El mundo que conocemos no se limita a lo que vemos, sentimos, compartimos, amamos, o incluso anhelamos a diario. Ni tampoco a lo que soñamos. A pesar de la globalización, no tenemos conciencia de las pesadillas que se pueden estar generando ni de las condiciones de supervivencia física y psicológica de otros seres tan cercanos o lejanos, que por no verlos ni sentirlos es imposible que comprendamos.
De México no todo es Acapulco, ese Benidorm trasnochado para la gente que maneja influencias. Ni Cancún o la exótica Riviera Maya, o tales lugares en los que el visitante se siente tan confortable como un animal protegido de todo lo que acontece al exterior de esa jaula invisible.
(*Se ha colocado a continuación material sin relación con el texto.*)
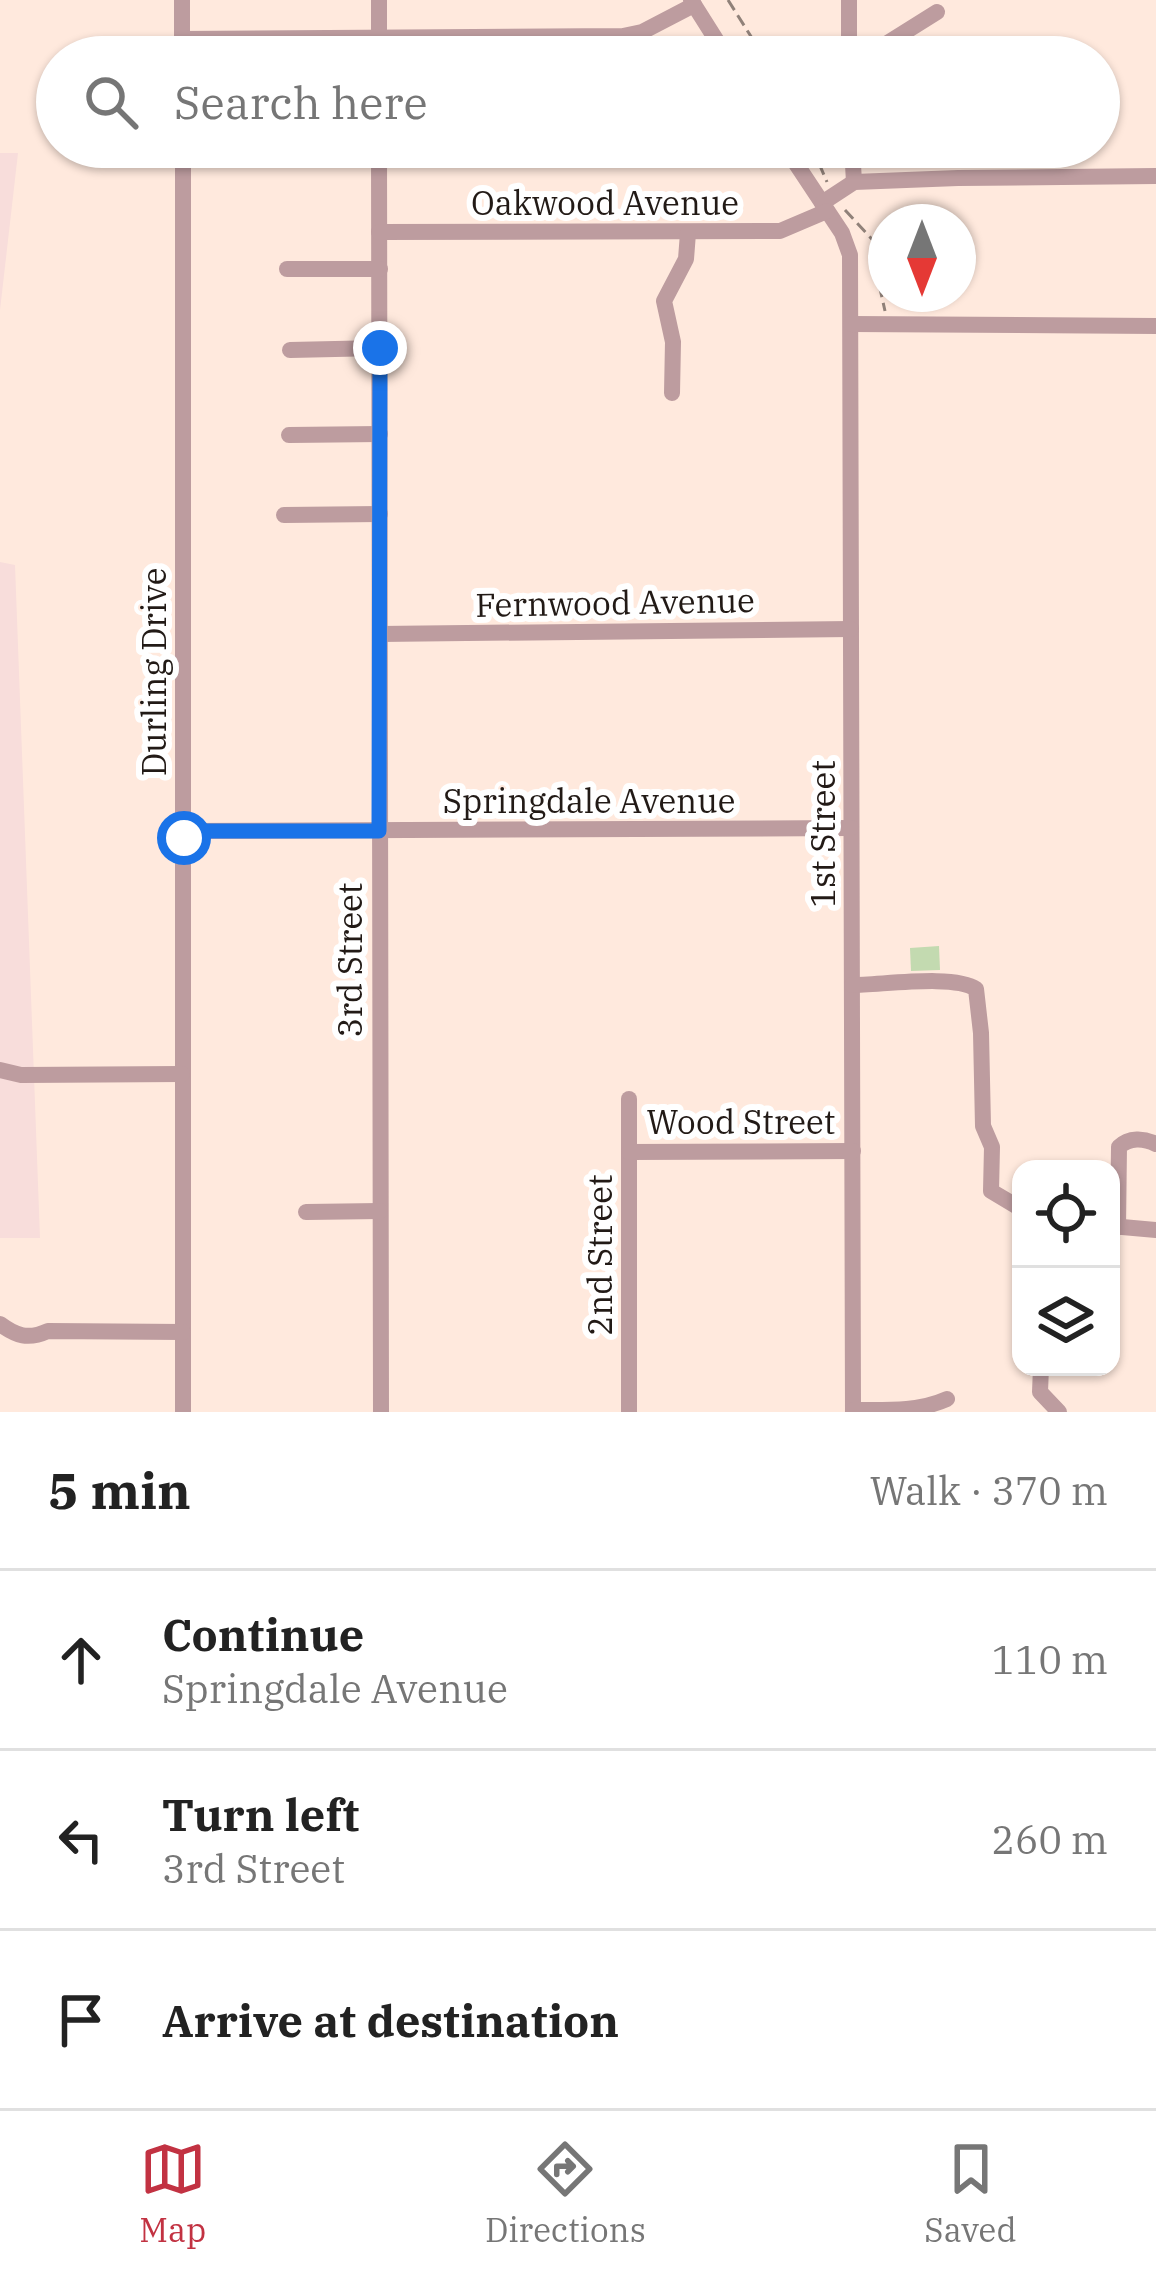 <!DOCTYPE html>
<meta charset="utf-8">
<style>
body{margin:0;font-family:"IBM Plex Serif",serif;background:#f6f6f6;color:#222}
.controls{position:absolute;right:36px;bottom:36px;display:grid;overflow:hidden;border-radius:24px;box-shadow:0 3px 9px #0004}
.controls button{width:108px;height:108px;display:grid;place-items:center;padding:0;border:0;border-bottom:3px solid #e0e0e0;background:#fff;color:#222;font:60px sans-serif}
.compass{position:absolute;left:868px;top:204px;width:108px;height:108px;border-radius:50%;background:#fff;box-shadow:0 3px 9px #0004;rotate:180deg}
.stop{position:absolute;width:36px;height:36px;margin:-27px;border:9px solid #1a73e8;border-radius:50%;background:#fff}
.stop.end{background:#1a73e8;border-color:#fff;box-shadow:0 3px 12px #0008}
.list{margin:0;padding:0;list-style:none}
h2{display:flex;justify-content:space-between;align-items:center;height:156px;margin:0;padding:0 48px;font-size:51px}
h2 small{font-size:39px;font-weight:400;color:#767676}
.list li{display:grid;grid-template-columns:78px 1fr auto;gap:36px;align-items:center;box-sizing:border-box;height:180px;padding:0 48px;border-top:3px solid #e0e0e0}
.list b{display:block;font-size:45px;white-space:nowrap}
.list p{margin:0;font-size:39px;white-space:nowrap;color:#767676}
.list em{font-size:39px;font-style:normal;color:#767676}
.icon{flex:none;width:66px;height:66px;fill:none;stroke:currentColor;stroke-width:2;stroke-linecap:round;stroke-linejoin:round}
.map{position:relative;flex:none;width:1156px;height:1412px;overflow:hidden}
.search{position:absolute;background:#fff;box-shadow:0 3px 9px #0004;left:36px;right:36px;top:36px;height:132px;display:flex;align-items:center;gap:30px;box-sizing:border-box;padding:0 42px;border-radius:66px;color:#767676;font-size:45px}
.sheet{height:696px;background:#fff}
nav{display:flex;justify-content:space-around;align-items:center;box-sizing:border-box;height:168px;border-top:3px solid #e0e0e0;background:#fff;font-size:33px;color:#767676}
nav a{display:grid;justify-items:center;gap:6px}
nav .on{color:#c23242}
.map>svg:first-child{display:block}
.education{fill:#f8dddb}
.green{fill:#c3dab0}
.lines{fill:none;stroke-linecap:round;stroke-linejoin:round}
.path{stroke:#908179;stroke-width:3;stroke-dasharray:12 6;stroke-linecap:butt}
.minor{stroke:#bd9c9f;stroke-width:16}
.route{stroke:#1a73e8;stroke-width:15}
.labels{text-anchor:middle;dominant-baseline:central;stroke-width:12;stroke-linejoin:round;paint-order:stroke}
.street-label{font-size:33px;fill:#221a16;stroke:#fff}
</style>
<div class="map">
<svg width="1156" height="1412" viewBox="0 0 1156 1412">
<rect width="100%" height="100%" fill="#ffe9dd"/>
<!-- education -->
<g class="education">
<path d="M0,153H18L0,310Z"/>
<path d="M0,562L15,565L40,1238H0Z"/>
</g>
<!-- green -->
<path class="green" d="M939,946L940,970L911,971L910,948Z"/>
<g class="lines">
<!-- path -->
<g class="path">
<path d="M728,0L764,57"/>
<path d="M812,147L827,182"/>
<path d="M845,210L882,250L879,284L885,311"/>
</g>
<!-- minor -->
<g class="minor">
<path d="M182,0V57"/>
<path d="M379,0V57"/>
<path d="M691,0L727,57"/>
<path d="M849,0V57"/>
<path d="M182,39L623,36L642,32L694,5"/>
<path d="M849,51L878,49L937,12"/>
<path d="M183,147V1412"/>
<path d="M379,147L381,1412"/>
<path d="M785,147L842,233L850,255L853,1412"/>
<path d="M852,147L854,182"/>
<path d="M822,203L854,182L958,178L1156,176"/>
<path d="M379,232L780,231L827,211"/>
<path d="M287,269H380"/>
<path d="M851,324L1156,326"/>
<path d="M290,350L380,348"/>
<path d="M672,393L673,342L664,301L686,259L688,233"/>
<path d="M289,435L380,434"/>
<path d="M284,515L380,514"/>
<path d="M380,634L851,629"/>
<path d="M184,831L851,828"/>
<path d="M852,985C882,985 955,974 976,989L981,1033L983,1126L992,1147L991,1191L1021,1209"/>
<path d="M0,1070L21,1075L182,1074"/>
<path d="M629,1099V1412"/>
<path d="M629,1152L853,1151"/>
<path d="M306,1212L380,1211"/>
<path d="M1111,1226L1156,1230"/>
<path d="M1118,1227L1119,1147C1129,1137 1144,1138 1156,1144"/>
<path d="M0,1324C16,1336 28,1340 48,1331L183,1332"/>
<path d="M1041,1367L1040,1392L1059,1412"/>
<path d="M853,1410C885,1410 918,1412 947,1399"/>
</g>
</g>
<g class="lines">
<!-- route -->
<path class="route" d="M184,838V831H379L380,348"/>
</g>
<g class="labels">
<!-- street labels -->
<g class="street-label">
<text x="605" y="202">Oakwood Avenue</text>
<text transform="translate(615 602) rotate(-1)">Fernwood Avenue</text>
<text transform="translate(153 672) rotate(-90)">Durling Drive</text>
<text x="589" y="800">Springdale Avenue</text>
<text transform="translate(822 834) rotate(-90)">1st Street</text>
<text transform="translate(349 960) rotate(-90)">3rd Street</text>
<text x="741" y="1121">Wood Street</text>
<text transform="translate(599 1255) rotate(-90)">2nd Street</text>
</g>
</g>
</svg>
<div class="controls">
<button><svg class="icon" aria-label="locate" viewBox="0 0 24 24"><circle cx="12" cy="12" r="6"/><path d="M12 2v4M12 18v4M2 12h4M18 12h4"/></svg></button>
<button><svg class="icon" aria-label="layers" viewBox="0 0 24 24"><path d="M12 4l9 5-9 5-9-5zM3 14l9 5 9-5"/></svg></button>
</div>
<svg class="compass" viewBox="-18 -18 36 36"><path d="M0-13l5 13h-10z" fill="#e53935"/><path d="M0 13l5-13h-10z" fill="#767676"/></svg>
<div class="stop" style="left:184px;top:838px"></div>
<div class="stop end" style="left:380px;top:348px"></div>
<div class="search"><svg class="icon" aria-label="search" viewBox="0 0 24 24"><circle cx="10" cy="10" r="6"/><path d="M15 15l6 6"/></svg>Search here</div>
</div>
<section class="sheet">
<h2>5 min<small>Walk · 370 m</small></h2>
<ul class="list">
<li><svg class="icon" aria-label="ahead" viewBox="0 0 24 24"><path d="M12 20V5M6 11l6-6 6 6"/></svg><div><b>Continue</b><p>Springdale Avenue</p></div><em>110 m</em></li>
<li><svg class="icon" aria-label="left" viewBox="0 0 24 24"><path d="M17 20v-9H6M10 6l-5 5 5 5"/></svg><div><b>Turn left</b><p>3rd Street</p></div><em>260 m</em></li>
<li><svg class="icon" aria-label="arrive" viewBox="0 0 24 24"><path d="M6 21V4h12l-3 4 3 4H6"/></svg><div><b>Arrive at destination</b></div></li>
</ul>
</section>
<nav>
<a class="on"><svg class="icon" aria-label="map" viewBox="0 0 24 24"><path d="M3 6l6-2 6 2 6-2v14l-6 2-6-2-6 2zM9 4v14M15 6v14"/></svg>Map</a>
<a><svg class="icon" aria-label="directions" viewBox="0 0 24 24"><path d="M12 3l9 9-9 9-9-9zM9 14v-3h6M13 9l2 2-2 2"/></svg>Directions</a>
<a><svg class="icon" aria-label="saved" viewBox="0 0 24 24"><path d="M7 4h10v16l-5-4-5 4z"/></svg>Saved</a>
</nav>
Tampoco es un muro divisorio para frenar la emigración en busca de la promesa del maná hacia un mundo mejor. Más allá de una vida opulenta con vistosas mansiones que cubren extensiones de varias cuadras, o de lucir lujosos carros (varios por finca, por supuesto), imitando desmesuradamente el american way of life, existe mucha más miseria oculta de la que se puede asimilar.
En la primera película de la mexicana Fernanda Valadez, se atreve a lanzar una mirada inquietante a esa otra cara de la realidad que no percibimos. A ese modo de vida incómodo en el que se lucha gratuitamente por la supervivencia del ser anónimo por 24 horas más. Ayudada en el guion por Astrid Rondero (‘Los días más oscuros de nosotras’), ambas proponen un retrato valiente sobre la brutalidad y la pasividad ante las terribles desapariciones de personas que se producen a diario por todo el país.
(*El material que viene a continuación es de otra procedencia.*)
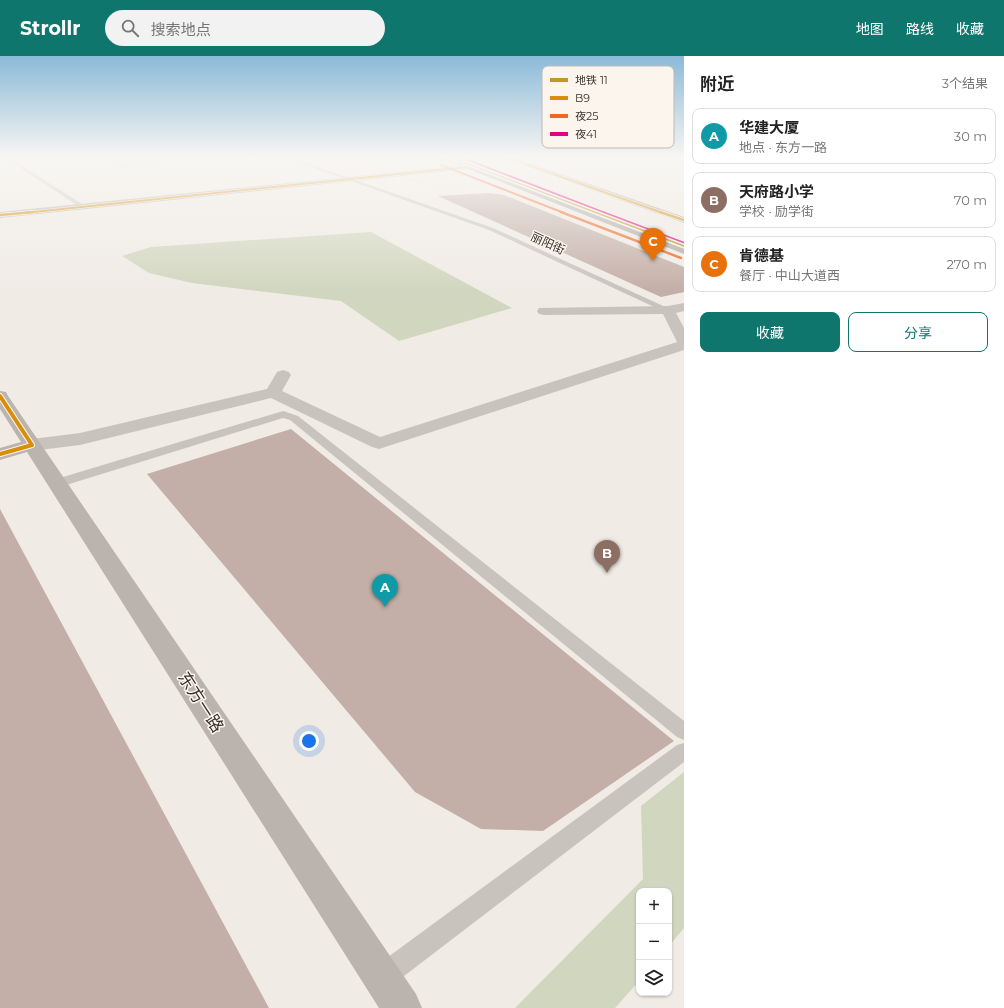 <!DOCTYPE html>
<html lang="zh">
<meta charset="utf-8">
<style>
body{margin:0;font-family:Montserrat,"Noto Sans SC",sans-serif;background:#f2f2f2;color:#222}
.controls{position:absolute;right:12px;bottom:12px;display:grid;overflow:hidden;border-radius:8px;box-shadow:0 1px 3px #0004}
.controls button{width:36px;height:36px;display:grid;place-items:center;padding:0;border:0;border-bottom:1px solid #e0e0e0;background:#fff;color:#222;font:20px sans-serif}
.you{position:absolute;left:309px;top:685px;width:14px;height:14px;margin:-10px;border:3px solid #fff;border-radius:50%;background:#1a73e8;box-shadow:0 0 0 6px #1a73e833}
.badge{display:grid;place-items:center;width:26px;height:26px;border-radius:50%;background:#0f766e;color:#fff;font-size:13px;font-weight:700}
.pin{position:absolute;translate:-50% -33px;filter:drop-shadow(0 1px 2px #0008)}
.pin::after{content:'';position:absolute;top:21px;width:14px;height:12px;background:inherit;clip-path:polygon(0 0,100% 0,50% 100%)}
.list{margin:0;padding:0;list-style:none}
h2{display:flex;justify-content:space-between;align-items:center;height:52px;margin:0;padding:0 16px;font-size:17px}
h2 small{font-size:13px;font-weight:400;color:#767676}
.list li{display:grid;grid-template-columns:26px 1fr auto;gap:12px;align-items:center;box-sizing:border-box;height:56px;margin:0 8px 8px;padding:0 8px;border:1px solid #e0e0e0;border-radius:8px}
.list b{display:block;font-size:15px;white-space:nowrap}
.list p{margin:0;font-size:13px;white-space:nowrap;color:#767676}
.list em{font-size:13px;font-style:normal;color:#767676}
.actions{display:flex;gap:8px;padding:12px 16px}
.actions a{flex:1;padding:9px 0;border:1px solid #0f766e;border-radius:8px;text-align:center;font-size:14px;color:#0f766e}
.actions .main{background:#0f766e;color:#fff}
.icon{flex:none;width:22px;height:22px;fill:none;stroke:currentColor;stroke-width:2;stroke-linecap:round;stroke-linejoin:round}
.map{position:relative;flex:none;width:684px;height:952px;overflow:hidden}
header{display:flex;align-items:center;gap:24px;box-sizing:border-box;height:56px;padding:0 20px;background:#0f766e;color:#fff}
header strong{font-size:19px}
nav{display:flex;gap:22px;margin-inline-start:auto;font-size:14px}
.search{width:280px;height:36px;background:#f2f2f2;display:flex;align-items:center;gap:10px;box-sizing:border-box;padding:0 14px;border-radius:22px;color:#767676;font-size:15px}
main{display:flex}
aside{flex:1;background:#fff}
.map>svg:first-child{display:block}
.green{fill:#d1d6bf}
.plaza{fill:#eee3d5}
.building{fill:#c3afa7}
.lines{fill:none;stroke-linecap:round;stroke-linejoin:round}
.lane{fill:#c9c3be;fill-rule:evenodd}
.street{fill:#c9c3be;fill-rule:evenodd}
.secondary{fill:#bab3ae;fill-rule:evenodd}
.highway{fill:#afaaa4;fill-rule:evenodd}
.bus-1-far2-casing{stroke:#fbf5ee;stroke-width:3}
.bus-1-far1-casing{stroke:#fbf5ee;stroke-width:4}
.bus-1-casing{stroke:#fbf5ee;stroke-width:6}
.bus-2-far1-casing{stroke:#fbf5ee;stroke-width:3}
.bus-2-casing{stroke:#fbf5ee;stroke-width:4}
.bus-3-far1-casing{stroke:#fbf5ee;stroke-width:3}
.bus-3-casing{stroke:#fbf5ee;stroke-width:4}
.bus-1-far2{stroke:#d88e09;stroke-width:2}
.bus-1-far1{stroke:#d88e09;stroke-width:2.5}
.bus-1{stroke:#d88e09;stroke-width:4}
.bus-2-far1{stroke:#f26522;stroke-width:2}
.bus-2{stroke:#f26522;stroke-width:2.5}
.bus-3-far1{stroke:#e5007d;stroke-width:2}
.bus-3{stroke:#e5007d;stroke-width:2.5}
.metro-1-casing{stroke:#fbf5ee;stroke-width:3}
.metro-1{fill:#c19827;fill-rule:evenodd}
.labels{text-anchor:middle;dominant-baseline:central;stroke-width:3;stroke-linejoin:round;paint-order:stroke}
.far-street-label{font-size:12px;fill:#3b302b;stroke:#fbf5ee}
.near-street-label{font-size:17px;fill:#3b302b;stroke:#fbf5ee}
.key{fill:#fbf5ee;stroke:#c1bab4;stroke-width:1}
.key-label{font-size:11px;fill:#3b302b}
</style>
<header>
<strong>Strollr</strong>
<div class="search"><svg class="icon" aria-label="search" viewBox="0 0 24 24"><circle cx="10" cy="10" r="6"/><path d="M15 15l6 6"/></svg>搜索地点</div>
<nav><a>地图</a><a>路线</a><a>收藏</a></nav>
</header>
<main>
<div class="map">
<svg width="684" height="952" viewBox="0 0 684 952">
<rect width="100%" height="100%" fill="#f0ebe5"/>
<g class="green">
<path d="M100 102H202L120 112Z"/>
<path d="M371 176 512 252 399 285 341 245 192 227 149 217 122 200 151 191Z"/>
<path d="M684 716V872L669 890V835H639V925L615 952H515L643 823 641 750Z"/>
</g>
<path class="plaza" d="M440 119 474 132 437 136 404 123Z"/>
<g class="building">
<path d="M489 137 504 139 684 211V236L661 241 438 140Z"/>
<path d="M291 373 674 685 543 775 481 773 415 736 147 418Z"/>
<path d="M0 453 269 952H0Z"/>
</g>
<g class="lines">
<g class="lane">
<path d="M5 102H10L85 150 80 151Z"/>
<path d="M286 102H292L493 172 672 254 668 257 665 256 489 174Z"/>
<path d="M283 355 298 360 684 665V684L677 681 290 364 283 362 63 430H53L52 427 53 424Z"/>
<path d="M684 687V706L391 930 382 933 373 930 370 921 373 912 677 689Z"/>
</g>
<path class="street" d="M684 247V255L676 257 684 272V294L379 393 372 391 271 342 80 389 32 395 25 393 23 389 25 385 32 383 80 377 267 333 277 316 283 314 289 316 291 319 282 335 380 381 677 286 663 258 544 259 539 258 537 255 539 252 668 250Z"/>
<g class="secondary">
<path d="M466 109H469V113L0 162V156Z"/>
<path d="M0 335 6 336 8 340 416 938 422 952H379L27 396 0 404V392L21 386 0 353Z"/>
</g>
<g class="highway">
<path d="M440 102H451L684 191V198Z"/>
<path d="M504 102H515L684 161V167Z"/>
</g>
<g class="bus-1-far2-casing">
<g id="bus-1-far2">
<path d="M508 102 663 157"/>
<path d="M24 157 466 111"/>
</g>
</g>
<g class="bus-1-far1-casing">
<g id="bus-1-far1">
<path d="M660 156 684 164"/>
<path d="M0 159 34 156"/>
</g>
</g>
<g class="bus-1-casing">
<path id="bus-1" d="M0 340 32 389 0 398"/>
</g>
<g class="bus-2-far1-casing">
<path id="bus-2-far1" d="M441 109 564 157"/>
</g>
<g class="bus-2-casing">
<path id="bus-2" d="M561 156 681 202"/>
</g>
<g class="bus-3-far1-casing">
<path id="bus-3-far1" d="M463 102 605 157"/>
</g>
<g class="bus-3-casing">
<path id="bus-3" d="M602 156 684 187"/>
</g>
<use href="#bus-1-far2" class="bus-1-far2"/>
<use href="#bus-1-far1" class="bus-1-far1"/>
<use href="#bus-1" class="bus-1"/>
<use href="#bus-2-far1" class="bus-2-far1"/>
<use href="#bus-2" class="bus-2"/>
<use href="#bus-3-far1" class="bus-3-far1"/>
<use href="#bus-3" class="bus-3"/>
<g class="metro-1-casing">
<path id="metro-1" d="M451 102H454L684 189V191Z"/>
</g>
<use href="#metro-1" class="metro-1"/>
</g>
<linearGradient id="sky" x2="0" y2="1"><stop stop-color="#8bbad8"/><stop offset="0.43" stop-color="#f8f6f3"/><stop offset="1" stop-color="#f8f6f3" stop-opacity="0"/></linearGradient>
<rect width="684" height="235" fill="url(#sky)"/>
<g class="labels">
<g class="far-street-label">
<text transform="translate(548 187) rotate(25)">丽阳街</text>
</g>
<g class="near-street-label">
<text transform="translate(201 646) rotate(57)">东方一路</text>
</g>
</g>
<rect x="542" y="10" width="132" height="82" rx="6" class="key"/>
<rect x="550" y="22" width="18" height="4" fill="#c19827"/>
<rect x="550" y="40" width="18" height="4" fill="#d88e09"/>
<rect x="550" y="58" width="18" height="4" fill="#f26522"/>
<rect x="550" y="76" width="18" height="4" fill="#e5007d"/>
<g class="key-label">
<text x="575" y="28">地铁 11</text>
<text x="575" y="46">B9</text>
<text x="575" y="64">夜25</text>
<text x="575" y="82">夜41</text>
</g>
</svg>
<div class="controls">
<button>+</button>
<button>−</button>
<button><svg class="icon" aria-label="layers" viewBox="0 0 24 24"><path d="M12 4l9 5-9 5-9-5zM3 14l9 5 9-5"/></svg></button>
</div>
<div class="you"></div>
<div class="pin badge" style="left:385px;top:551px;background:#0f9aa8">A</div>
<div class="pin badge" style="left:607px;top:517px;background:#8d6e63">B</div>
<div class="pin badge" style="left:653px;top:205px;background:#e8710a">C</div>
</div>
<aside>
<h2>附近<small>3个结果</small></h2>
<ul class="list">
<li><span class="badge" style="background:#0f9aa8">A</span><div><b>华建大厦</b><p>地点 · 东方一路</p></div><em>30 m</em></li>
<li><span class="badge" style="background:#8d6e63">B</span><div><b>天府路小学</b><p>学校 · 励学街</p></div><em>70 m</em></li>
<li><span class="badge" style="background:#e8710a">C</span><div><b>肯德基</b><p>餐厅 · 中山大道西</p></div><em>270 m</em></li>
</ul>
<div class="actions"><a class="main">收藏</a><a>分享</a></div>
</aside>
</main>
El resultado es una desasosegadora road movie que lleva directamente al infierno de la inmundicia inhumana, en un ambiente rural preciosamente fotografiado de la manera más natural.
Magdalena, interpretada por Mercedes Hernández (‘El violín’, ‘La tirisia’), abandona todo para intentar localizar el rastro de su hijo. En el largo deambular en busca de su paradero, se cruza por el camino con Miguel -el actor David Illescas-, un joven deportado del sueño de obtener una vida mejor. Una adopción mutua para resistir el infortunio cotidiano de una vida frágil y caprichosa. Dos personajes fundidos en la aridez del entorno que asumen sin emociones, sin sentimientos y sin vida casi, cuanto les es dado.
Su directora Fernanda Valadez describe así un cuadro duro, muy duro, sin tapujos ni miramientos. Sin vergüenza, y con la gallardía de reflejar una naturaleza no tan desacostumbrada a lo que se pueda pensar. En esa búsqueda y reflexión interior localiza el mal del propio pueblo mexicano en sus propias entrañas. Una insoportable y ardua realidad que tan a menudo nos negamos a admitir.
Lo mejor: su claro e inequívoco mensaje de denuncia, de un pueblo desmembrado, de sus gobernantes ausentes, sin necesidad de echar balones fuera.
Lo peor: la insensibilidad acumulada en este largo periplo justificada por el fuego final.